Commentary

RME is recognised as a cornerstone of the early orthopaedic expansion protocol for treating people who have arch length discrepancy. It has been widely used and studied for more than 40 years. Until now, no conclusive long-term results have been reported on either dental or skeletal changes after RME treatment.

This article was intended to be a systematic review of the dental changes. To differentiate their review from the previous studies, the authors repeatedly mentioned the previous two meta-analyses and one systematic review, stating that the main disadvantage of these was the absence of a control group to factor out the normal growth changes. During normal growth, it is known that both maxillary and mandibular transpalatal widths increase, from the early mixed dentition to the permanent dentition,1 and arch length decreases in young adults possibly due to the anterior component of occlusal force.2, 3 These changes may not be significant during the expansion period, but may be so during the retention period. Considering, however, that the retention period in the included studies varies from 3–8 years, and that the controls in each study are different (the studies by McNamara4 and Baccetti5 et al used the Michigan growth study group as controls: the other two studies used a control group paired according to age), the results of this study might not be expected to be very different from the previous ones. This is especially so when only four studies were included, each of which is different from the rest in the expansion degree (would it be wiser to measure proportion change instead of mm change?);6 retention regime (it is known that the amount of relapse is related to the retention procedure after expansion);7 evaluation methods (results from different evaluation methods cannot be directly compared or combined); and controls (controls are important, but when each study defines its own control, the net results could hardly be compared between studies).

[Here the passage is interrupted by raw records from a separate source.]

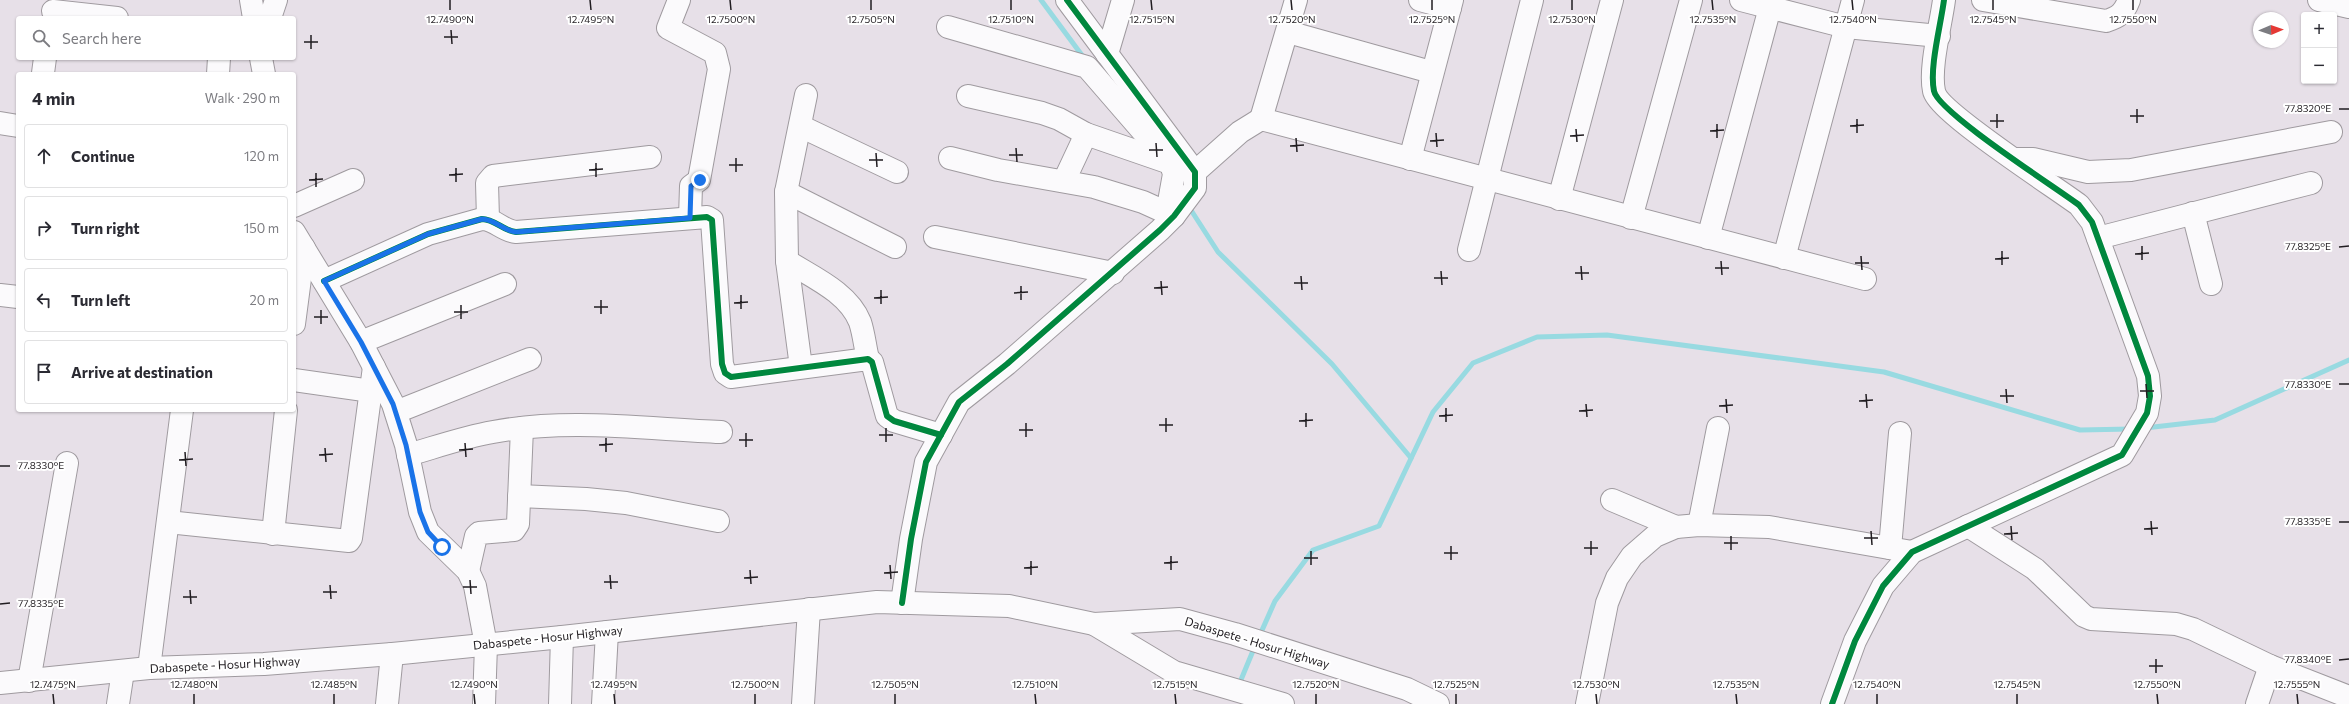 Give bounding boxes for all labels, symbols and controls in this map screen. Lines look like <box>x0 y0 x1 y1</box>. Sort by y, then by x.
north arrow <box>2253 12 2289 48</box>
map controls <box>2301 12 2337 84</box>
button: + <box>2301 12 2337 48</box>
text: 12.7490°N <box>426 13 474 25</box>
text: 12.7495°N <box>568 13 614 25</box>
text: 12.7500°N <box>707 13 755 25</box>
text: 12.7505°N <box>847 13 895 25</box>
text: 12.7510°N <box>988 13 1034 25</box>
text: 12.7515°N <box>1129 13 1175 25</box>
text: 12.7520°N <box>1268 13 1316 25</box>
text: 12.7525°N <box>1409 13 1455 25</box>
text: 12.7530°N <box>1548 13 1596 25</box>
text: 12.7535°N <box>1690 13 1736 25</box>
text: 12.7540°N <box>1829 13 1877 25</box>
text: 12.7545°N <box>1969 13 2017 25</box>
text: 12.7550°N <box>2109 13 2157 25</box>
search box <box>16 16 296 60</box>
icon: search <box>30 27 52 49</box>
text: Search here <box>62 29 141 47</box>
button: − <box>2301 48 2337 84</box>
text: 4 min <box>32 88 75 109</box>
text: Walk · 290 m <box>205 90 280 106</box>
text: 77.8320°E <box>2285 102 2331 114</box>
icon: ahead <box>33 145 55 167</box>
text: Continue <box>71 147 135 165</box>
text: 120 m <box>244 148 279 164</box>
route end <box>691 171 709 189</box>
icon: right <box>33 217 55 239</box>
text: Turn right <box>71 219 140 237</box>
text: 150 m <box>244 220 279 236</box>
text: 77.8325°E <box>2285 240 2331 252</box>
icon: left <box>33 289 55 311</box>
text: Turn left <box>71 291 130 309</box>
text: 20 m <box>250 292 279 308</box>
icon: arrive <box>33 361 55 383</box>
text: Arrive at destination <box>71 363 213 381</box>
text: 77.8330°E <box>2285 378 2331 390</box>
text: 77.8330°E <box>18 459 64 471</box>
text: 77.8335°E <box>2285 515 2331 527</box>
route start <box>433 538 451 556</box>
text: 77.8335°E <box>18 597 64 609</box>
street label: Dabaspete - Hosur Highway <box>1183 613 1331 671</box>
street label: Dabaspete - Hosur Highway <box>472 622 624 652</box>
street label: Dabaspete - Hosur Highway <box>149 653 300 675</box>
text: 77.8340°E <box>2285 653 2332 665</box>
text: 12.7475°N <box>30 678 76 690</box>
text: 12.7480°N <box>170 678 218 690</box>
text: 12.7485°N <box>311 678 357 690</box>
text: 12.7490°N <box>450 678 498 690</box>
text: 12.7495°N <box>591 678 637 690</box>
text: 12.7500°N <box>731 678 779 690</box>
text: 12.7505°N <box>871 678 919 690</box>
text: 12.7510°N <box>1012 678 1058 690</box>
text: 12.7515°N <box>1152 678 1198 690</box>
text: 12.7520°N <box>1292 678 1340 690</box>
text: 12.7525°N <box>1433 678 1479 690</box>
text: 12.7530°N <box>1572 678 1620 690</box>
text: 12.7535°N <box>1713 678 1759 690</box>
text: 12.7540°N <box>1853 678 1901 690</box>
text: 12.7545°N <box>1993 678 2041 690</box>
text: 12.7550°N <box>2133 678 2181 690</box>
text: 12.7555°N <box>2274 678 2320 690</box>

The only thing these four studies have in common is that they all use a Haas-type expander followed by fixed edgewise appliance. However, this raises another question how to discriminate between the dental changes by RME or by the fixed appliance. Compared with the previous studies, the quality of the literature search (which includes non-English literature) and the attention given to controls are the strong points in this study and are worthy of appreciation. Nevertheless, the results remain inconclusive and do not add new knowledge on the long-term effect of RME because they are based on very limited studies of second-level evidence.